*Task objective*: Search the material for the word "limit" and report each line where it turns up.

Top of Record set

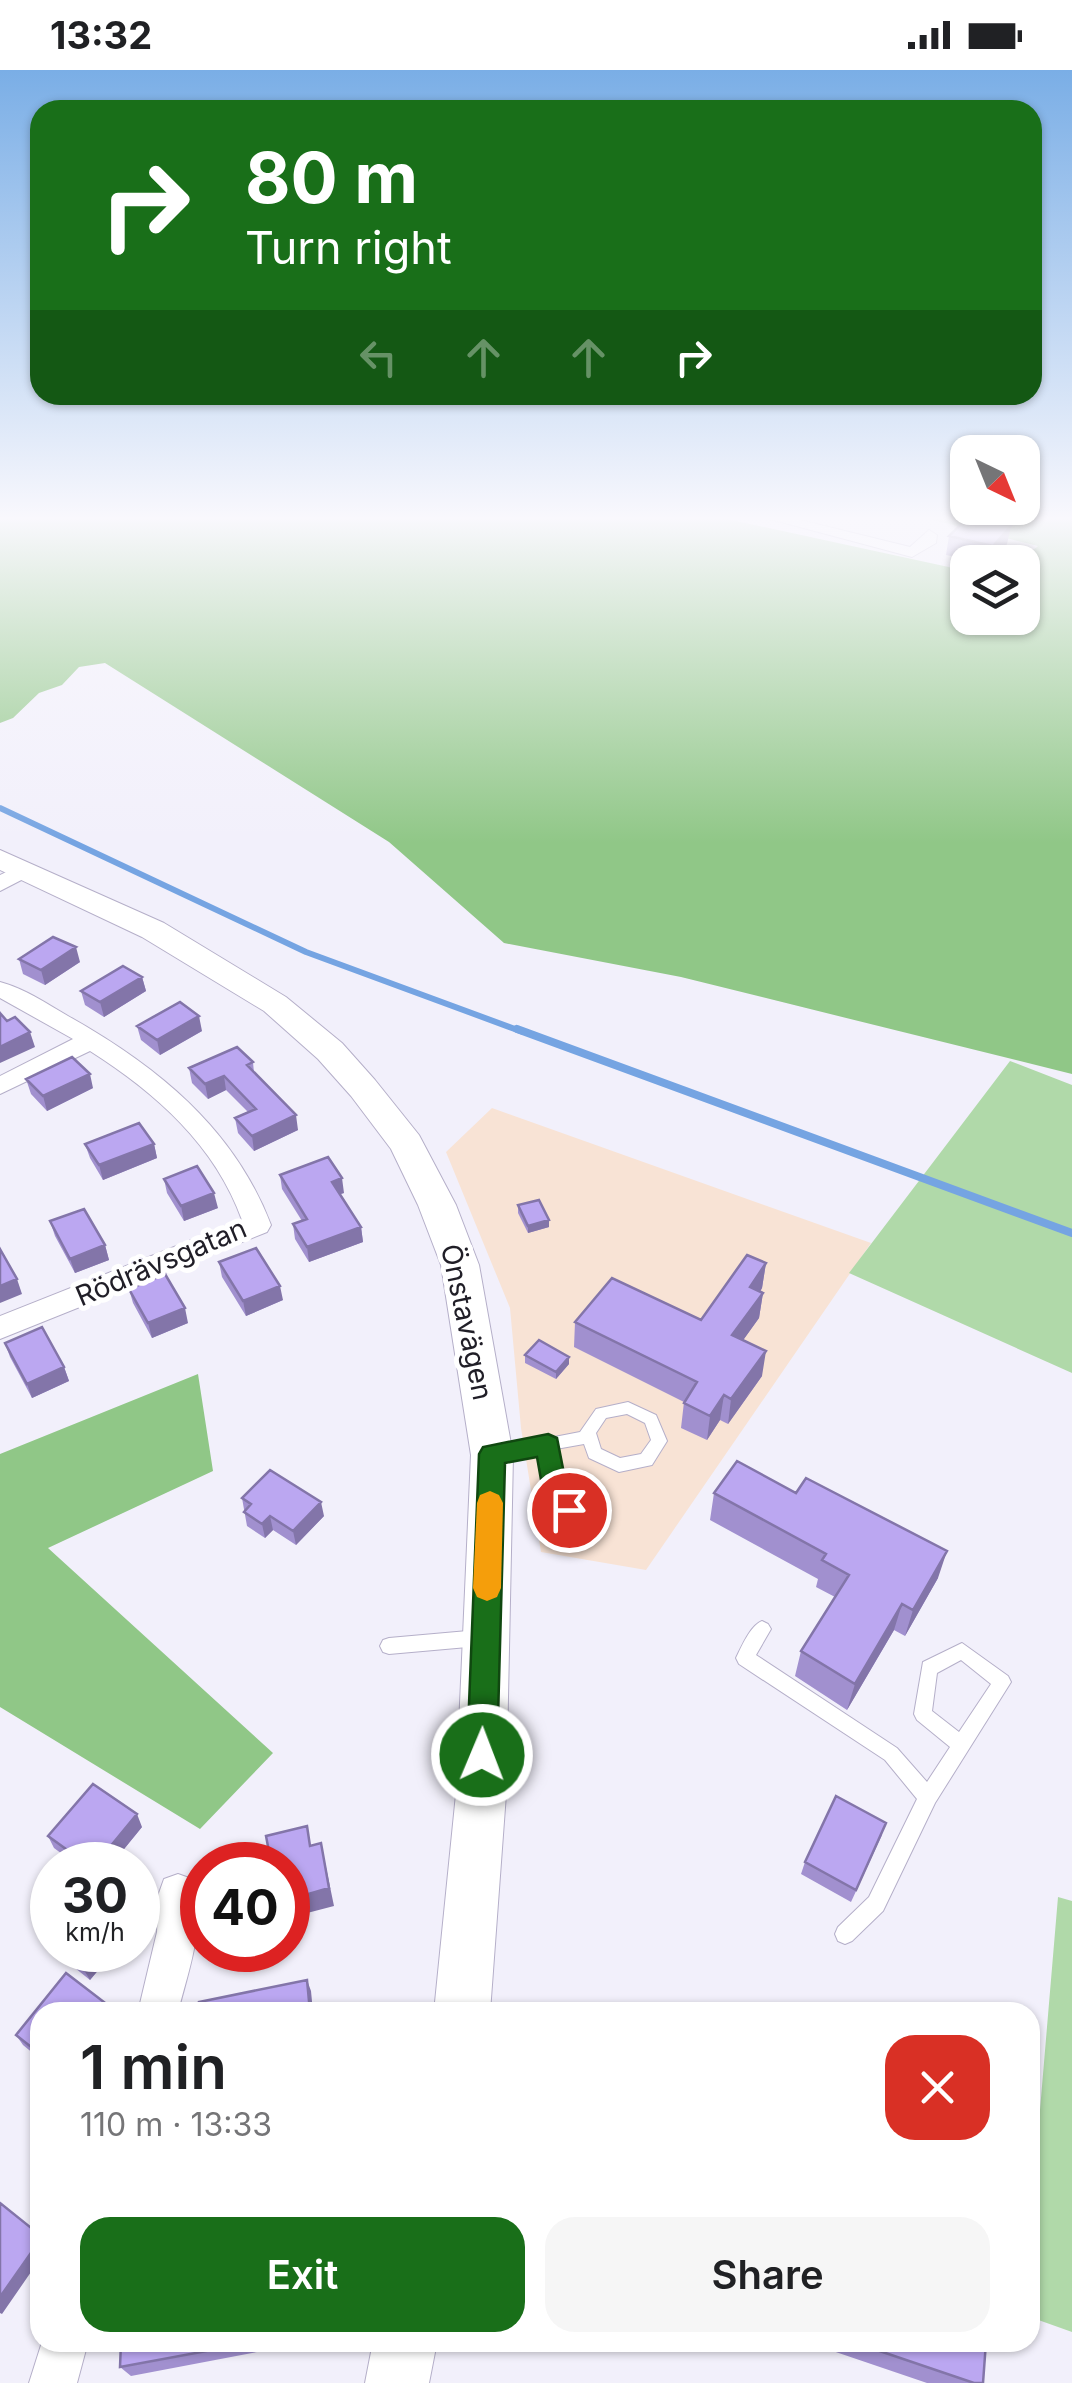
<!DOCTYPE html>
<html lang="en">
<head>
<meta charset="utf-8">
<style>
	:root { --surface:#fff; --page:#f6f6f6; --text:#202124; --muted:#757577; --accent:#196f19 }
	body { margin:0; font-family:Inter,sans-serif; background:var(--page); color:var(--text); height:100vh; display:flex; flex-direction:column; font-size:38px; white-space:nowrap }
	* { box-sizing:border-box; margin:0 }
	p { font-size:32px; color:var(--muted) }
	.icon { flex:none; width:55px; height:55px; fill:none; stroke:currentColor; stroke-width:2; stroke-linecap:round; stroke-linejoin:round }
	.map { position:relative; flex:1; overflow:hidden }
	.sheet { position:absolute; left:30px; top:1932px; width:1010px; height:350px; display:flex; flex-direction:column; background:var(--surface); border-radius:30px; box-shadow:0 2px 8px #0004 }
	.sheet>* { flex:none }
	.banner { position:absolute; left:30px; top:30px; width:1012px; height:305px; border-radius:30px; box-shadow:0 2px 8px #0004; background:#196f19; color:#fff; overflow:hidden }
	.needle { width:65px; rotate:137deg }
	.buttons { position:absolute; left:950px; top:365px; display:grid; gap:20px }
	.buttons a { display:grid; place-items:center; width:90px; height:90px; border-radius:20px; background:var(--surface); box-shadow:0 2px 8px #0004; font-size:50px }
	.speed { position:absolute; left:30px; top:1772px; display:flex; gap:20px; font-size:50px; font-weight:700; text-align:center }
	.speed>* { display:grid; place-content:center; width:130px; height:130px; border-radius:50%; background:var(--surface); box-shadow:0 2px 8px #0004; line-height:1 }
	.speed small { font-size:25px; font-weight:400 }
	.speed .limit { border:15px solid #d22; background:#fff; color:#111 }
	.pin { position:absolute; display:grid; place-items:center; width:85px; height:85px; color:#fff; margin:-42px; border:5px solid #fff; border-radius:50%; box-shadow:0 2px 10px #0007 }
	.me { position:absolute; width:110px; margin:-55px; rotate:1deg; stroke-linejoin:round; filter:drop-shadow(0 0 8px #0008) }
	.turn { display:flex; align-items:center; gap:35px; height:210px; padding:0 50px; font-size:45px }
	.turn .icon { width:130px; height:130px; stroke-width:2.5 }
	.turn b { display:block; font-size:70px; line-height:85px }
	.lanes { display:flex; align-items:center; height:95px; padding:0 50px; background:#0003; justify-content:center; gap:50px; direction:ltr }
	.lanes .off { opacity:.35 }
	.round { display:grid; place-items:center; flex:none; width:105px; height:105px; border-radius:30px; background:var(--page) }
	.summary { display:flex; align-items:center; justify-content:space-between; height:170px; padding:0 50px }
	h1 { font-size:60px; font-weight:600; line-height:75px }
	.cta { display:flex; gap:20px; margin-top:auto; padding:20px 50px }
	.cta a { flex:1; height:115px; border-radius:30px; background:var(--accent); color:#fff; font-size:40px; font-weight:600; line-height:115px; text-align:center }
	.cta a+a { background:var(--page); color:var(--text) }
	.status { display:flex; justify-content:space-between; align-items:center; height:70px; padding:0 50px; background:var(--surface); direction:ltr }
	.status svg { height:28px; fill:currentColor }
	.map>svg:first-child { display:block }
	.education { fill:#f8e3d5 }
	.green { fill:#b0d9a9 }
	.forest { fill:#90c787 }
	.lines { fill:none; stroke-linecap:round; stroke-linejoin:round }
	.stream-far1 { stroke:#75a4e2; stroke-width:6 }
	.stream { stroke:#75a4e2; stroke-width:8 }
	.lane-casing { stroke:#b5afc9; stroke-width:2 }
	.street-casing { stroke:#b5afc9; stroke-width:2 }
	.secondary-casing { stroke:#b5afc9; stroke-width:2 }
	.lane { fill:#fff; fill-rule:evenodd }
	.street { fill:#fff; fill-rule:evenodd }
	.secondary { fill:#fff; fill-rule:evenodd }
	.wall { fill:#a190cf }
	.shaded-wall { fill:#8375a9 }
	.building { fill:#bba7f1; stroke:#8375a9; stroke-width:2.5 }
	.route { fill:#196f19; stroke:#104810; stroke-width:2.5 }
	.slow { fill:#f59e0b }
	.labels { text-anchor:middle; stroke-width:10; stroke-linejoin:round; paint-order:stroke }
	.street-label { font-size:28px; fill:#201e27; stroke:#fff }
</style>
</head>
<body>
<div class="status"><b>13:32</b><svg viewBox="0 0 49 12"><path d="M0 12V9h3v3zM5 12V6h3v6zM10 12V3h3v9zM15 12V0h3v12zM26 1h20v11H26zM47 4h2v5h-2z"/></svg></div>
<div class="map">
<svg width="1072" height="2313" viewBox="0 0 1072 2313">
	<rect width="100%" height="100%" fill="#f2f0fb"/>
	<!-- education -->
	<path class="education" d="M492,1038L871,1173L646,1500L541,1482L521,1358L510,1238L446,1082Z"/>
	<!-- green -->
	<path class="green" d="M1010,991L1072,1015V1303L849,1203Z
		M1058,1827L1072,1831V2262L1030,2247V2158Z"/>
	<!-- forest -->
	<path class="forest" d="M0,449H727L967,501L968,548H1022V492H1018L1038,476L929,449H1072V1004L681,907L504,873L389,772L105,593L79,597L62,615L39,623L13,648L0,653Z
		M198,1304L213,1401L48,1478L273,1683L200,1759L0,1637V1384Z"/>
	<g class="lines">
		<!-- stream-far1 -->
		<path class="stream-far1" d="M0,738L306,882L523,962"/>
		<!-- stream -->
		<path class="stream" d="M517,959L1072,1163"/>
		<!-- lane casing -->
		<g class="lane-casing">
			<path id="lane" d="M628,1332L656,1345L667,1371L652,1395L619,1402L589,1388L584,1374L556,1379L564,1427L575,1435L577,1440L575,1445C564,1448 558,1441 550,1435L541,1382L498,1390L492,1389L490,1384L492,1379L498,1378L580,1362L596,1339ZM627,1344L645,1353L651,1370L641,1384L620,1388L601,1379L596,1363L606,1348Z
				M762,1551L768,1554L771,1559L756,1585L897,1678L927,1712L950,1677L917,1650L914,1644L923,1592L962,1573L1008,1606L1011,1612L935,1733L883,1841L852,1871L845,1874L838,1871L835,1864L838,1857L869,1827L917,1729L885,1690L739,1594L736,1588C742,1576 750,1556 762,1551ZM961,1590L991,1614L959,1662L932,1641L937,1603Z
				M479,1560L485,1563L488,1568L485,1573L479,1576L389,1584L383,1582L380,1576L383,1570L389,1568Z"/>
		</g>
		<!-- street casing -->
		<g class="street-casing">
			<path id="street" d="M770,449H796L910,477L929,460L937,465L936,473L912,487Z
				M23,794L31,795L34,800L31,805L0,821V805Z
				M0,912C24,918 47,934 68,946C157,996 234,1058 271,1155L267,1162L0,1269V1246L242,1150C215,1075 156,1023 90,981L0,1024V1006L73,969L0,928Z
				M178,1804L192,1809C208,1850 188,1901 178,1942H138L157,1862L159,1823L164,1809Z
				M42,2272H88L77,2313H29Z"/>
		</g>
		<!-- secondary casing -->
		<g class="secondary-casing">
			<path id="secondary" d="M0,780L164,853L286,927L342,973L375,1010L419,1065L456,1135L479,1195L513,1385L506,1724L490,1942H434L456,1724L471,1385L441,1195L418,1135L391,1079L351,1026L318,989L264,941L142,867L0,800Z
				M373,2272H437L429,2313H365Z"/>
		</g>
		<!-- lane -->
		<use href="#lane" class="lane"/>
		<!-- street -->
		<use href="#street" class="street"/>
		<!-- secondary -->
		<use href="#secondary" class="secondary"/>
	</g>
	<!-- wall -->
	<path class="wall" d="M949,466L1007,474L990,492H983L946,485Z
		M19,889L80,892L45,915L23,904Z
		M142,907L146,921L104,947L85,935L81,921Z
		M137,956L202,961L160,985L141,970Z
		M253,992L254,1003L298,1060L254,1081L238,1063L235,1048L248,1042L226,1020L208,1029L192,1013L189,998Z
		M26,1009L93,1018L47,1041L31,1024Z
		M85,1074H154L157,1088L103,1110L90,1088Z
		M280,1105L344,1123L340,1124L361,1157L363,1172L309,1192L295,1169L293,1154L302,1151L282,1119Z
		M164,1109L218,1138L184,1151L167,1123Z
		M518,1135L549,1150V1157L528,1163L518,1143Z
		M50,1151L105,1175L109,1190L75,1203L55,1166Z
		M219,1192L283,1230L246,1246L222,1207Z
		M766,1193L762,1218L760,1222L763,1223L759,1248L743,1270L762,1306L728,1354L720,1350L707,1370L681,1358L684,1332L574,1277L575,1252L701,1250Z
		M129,1219L188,1253L152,1268L133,1233Z
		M5,1273L64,1297L69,1311L32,1328L10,1287Z
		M525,1285L569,1287V1294L556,1309L525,1293Z
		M714,1423L938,1508L905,1566L894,1560L847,1640L795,1606L801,1581L835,1527L816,1517L818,1509L710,1450Z
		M242,1428L324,1446L296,1475L273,1460L265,1468L247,1456Z
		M142,1757L111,1795H77L54,1778L48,1766Z
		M882,1765L851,1832L801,1804L805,1792Z
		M52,1846V1880H115L90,1910L45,1874L38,1863Z
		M40,1942V1989L23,1975L16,1965Z
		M121,2272H256L257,2282L131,2306L120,2297Z
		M825,2272H986L983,2313H927L824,2278Z"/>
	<!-- shaded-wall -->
	<path class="shaded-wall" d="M1011,456L1007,474L990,492L993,476Z
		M76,877L80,892L45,915L41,900Z
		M142,907L146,921L104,947L100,932Z
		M199,946L202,961L160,985L157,970Z
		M30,962L35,977L0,993V977Z
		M90,1004L93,1018L47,1041L43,1026Z
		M224,1006L226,1020L208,1029L205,1014Z
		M296,1045L298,1060L254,1081L252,1066Z
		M154,1074L157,1088L103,1110L99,1095Z
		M342,1108L344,1123L334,1126L332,1112Z
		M214,1123L218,1138L184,1151L181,1136Z
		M549,1150V1157L528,1163V1156Z
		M361,1157L363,1172L309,1192L307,1177Z
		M105,1175L109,1190L75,1203L70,1189Z
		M766,1193L762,1218L747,1243L750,1217Z
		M17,1209L22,1224L0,1233V1216Z
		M280,1216L283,1230L246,1246L243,1231Z
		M763,1223L759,1248L729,1290L732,1265Z
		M185,1238L188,1253L152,1268L148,1253Z
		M766,1281L762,1306L728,1354L731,1329Z
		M569,1287V1294L556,1309V1302Z
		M64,1297L69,1311L32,1328L27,1314Z
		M724,1325L720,1350L707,1370L710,1346Z
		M321,1432L324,1446L296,1475L293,1461Z
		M270,1446L273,1460L265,1468L262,1454Z
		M947,1481L938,1508L905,1566L913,1540Z
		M902,1534L894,1560L847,1640L855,1614Z
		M137,1744L142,1757L111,1795H95Z
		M321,1773L334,1836L288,1848V1830Z
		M100,1880H115L90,1910L84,1900Z
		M307,1910L311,1921L313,1942H310Z
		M40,2170V2189L2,2244L0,2243V2227Z
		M256,2272L257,2282L250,2273Z"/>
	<!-- building -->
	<path class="building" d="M966,449H978L1011,456L993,476L949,466Z
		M53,867L76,877L41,900L19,889Z
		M123,896L142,907L100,932L81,921Z
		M180,932L199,946L157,970L137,956Z
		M0,943L7,951L15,947L30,962L0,977Z
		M237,977L253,992L247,995L296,1045L252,1066L235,1048L256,1039L224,1006L205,1014L189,998Z
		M72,987L90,1004L43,1026L26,1009Z
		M139,1053L154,1074L99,1095L85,1074Z
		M328,1087L342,1108L332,1112L361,1157L307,1177L293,1154L307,1149L280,1105Z
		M197,1096L214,1123L181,1136L164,1109Z
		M539,1130L549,1150L528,1156L518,1135Z
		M84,1139L105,1175L70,1189L50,1151Z
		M256,1178L280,1216L243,1231L219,1192Z
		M0,1179L17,1209L0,1216Z
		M747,1185L766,1193L750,1217L763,1223L732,1265L766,1281L731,1329L724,1325L710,1346L684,1333L697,1312L575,1252L612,1208L701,1250Z
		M165,1204L185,1238L148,1253L129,1219Z
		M42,1257L64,1297L27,1314L5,1273Z
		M539,1270L569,1287L556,1302L525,1285Z
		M737,1391L796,1423L806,1408L947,1481L913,1540L902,1534L855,1614L801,1581L849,1505L822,1490L826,1484L714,1423Z
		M270,1400L321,1432L293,1461L270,1446L262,1454L244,1442L251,1434L242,1428Z
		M93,1714L137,1744L95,1795H88L48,1766Z
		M836,1726L886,1753L856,1820L805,1792Z
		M307,1756L310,1776L321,1773L329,1818L288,1830V1795H240L270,1787L266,1766Z
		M52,1846V1875L38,1863Z
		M59,1880H100L84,1900Z
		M66,1903L113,1939L111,1942H40V1984L16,1965Z
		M307,1910L310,1942H200L199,1932Z
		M0,2133L40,2165V2170L0,2227Z
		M121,2272H250V2273L120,2297Z
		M853,2272H986L983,2313H974Z"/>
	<!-- sky -->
	<linearGradient id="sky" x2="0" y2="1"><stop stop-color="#7aaee6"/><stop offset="0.58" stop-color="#f9f8fd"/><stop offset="1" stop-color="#f9f8fd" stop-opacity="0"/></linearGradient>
	<rect width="1072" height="773" fill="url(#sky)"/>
	<!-- route -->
	<path class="route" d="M548,1364L557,1368L568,1424L583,1440L579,1447L569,1451L546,1438L537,1387L505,1393L497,1685L493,1695L482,1700L472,1695L467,1685L479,1384L483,1377Z"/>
	<!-- slow -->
	<path class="slow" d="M490,1421L499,1425L503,1433L501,1518L497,1527L487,1531L477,1527L473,1518L477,1433L480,1425Z"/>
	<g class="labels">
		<!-- street labels -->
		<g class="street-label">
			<text transform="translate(161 1192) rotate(-23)" y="10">Rödrävsgatan</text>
			<text transform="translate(467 1252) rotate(78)" y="10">Önstavägen</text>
		</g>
	</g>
</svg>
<div class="buttons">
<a><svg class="needle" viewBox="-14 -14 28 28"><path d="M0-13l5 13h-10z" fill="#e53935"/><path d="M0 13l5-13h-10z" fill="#757577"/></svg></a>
<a><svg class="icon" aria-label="layers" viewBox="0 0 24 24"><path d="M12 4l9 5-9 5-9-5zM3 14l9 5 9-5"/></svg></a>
</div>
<div class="speed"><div>30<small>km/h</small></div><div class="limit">40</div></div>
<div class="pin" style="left:569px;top:1440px;background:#d93025"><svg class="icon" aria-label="arrive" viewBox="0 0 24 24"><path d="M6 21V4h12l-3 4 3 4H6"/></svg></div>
<svg class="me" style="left:482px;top:1685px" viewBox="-20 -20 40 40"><circle r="17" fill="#196f19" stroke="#fff" stroke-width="3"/><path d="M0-11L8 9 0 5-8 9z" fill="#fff"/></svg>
<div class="banner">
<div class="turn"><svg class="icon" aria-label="right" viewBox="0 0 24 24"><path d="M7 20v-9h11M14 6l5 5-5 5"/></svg><div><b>80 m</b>Turn right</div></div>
<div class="lanes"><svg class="icon off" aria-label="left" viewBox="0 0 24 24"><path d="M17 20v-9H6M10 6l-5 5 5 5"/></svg><svg class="icon off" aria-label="ahead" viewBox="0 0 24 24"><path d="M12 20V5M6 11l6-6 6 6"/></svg><svg class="icon off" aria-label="ahead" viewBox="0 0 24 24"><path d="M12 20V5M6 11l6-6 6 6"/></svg><svg class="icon" aria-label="right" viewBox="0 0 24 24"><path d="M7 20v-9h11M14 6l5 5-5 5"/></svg></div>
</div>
<section class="sheet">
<div class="summary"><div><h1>1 min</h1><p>110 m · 13:33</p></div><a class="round" style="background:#d93025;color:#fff"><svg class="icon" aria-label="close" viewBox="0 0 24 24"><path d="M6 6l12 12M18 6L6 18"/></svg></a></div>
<div class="cta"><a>Exit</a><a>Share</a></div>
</section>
</div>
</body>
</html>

Bottom of Record set

*Answer to this task*:
	.speed .limit { border:15px solid #d22; background:#fff; color:#111 }
<div class="speed"><div>30<small>km/h</small></div><div class="limit">40</div></div>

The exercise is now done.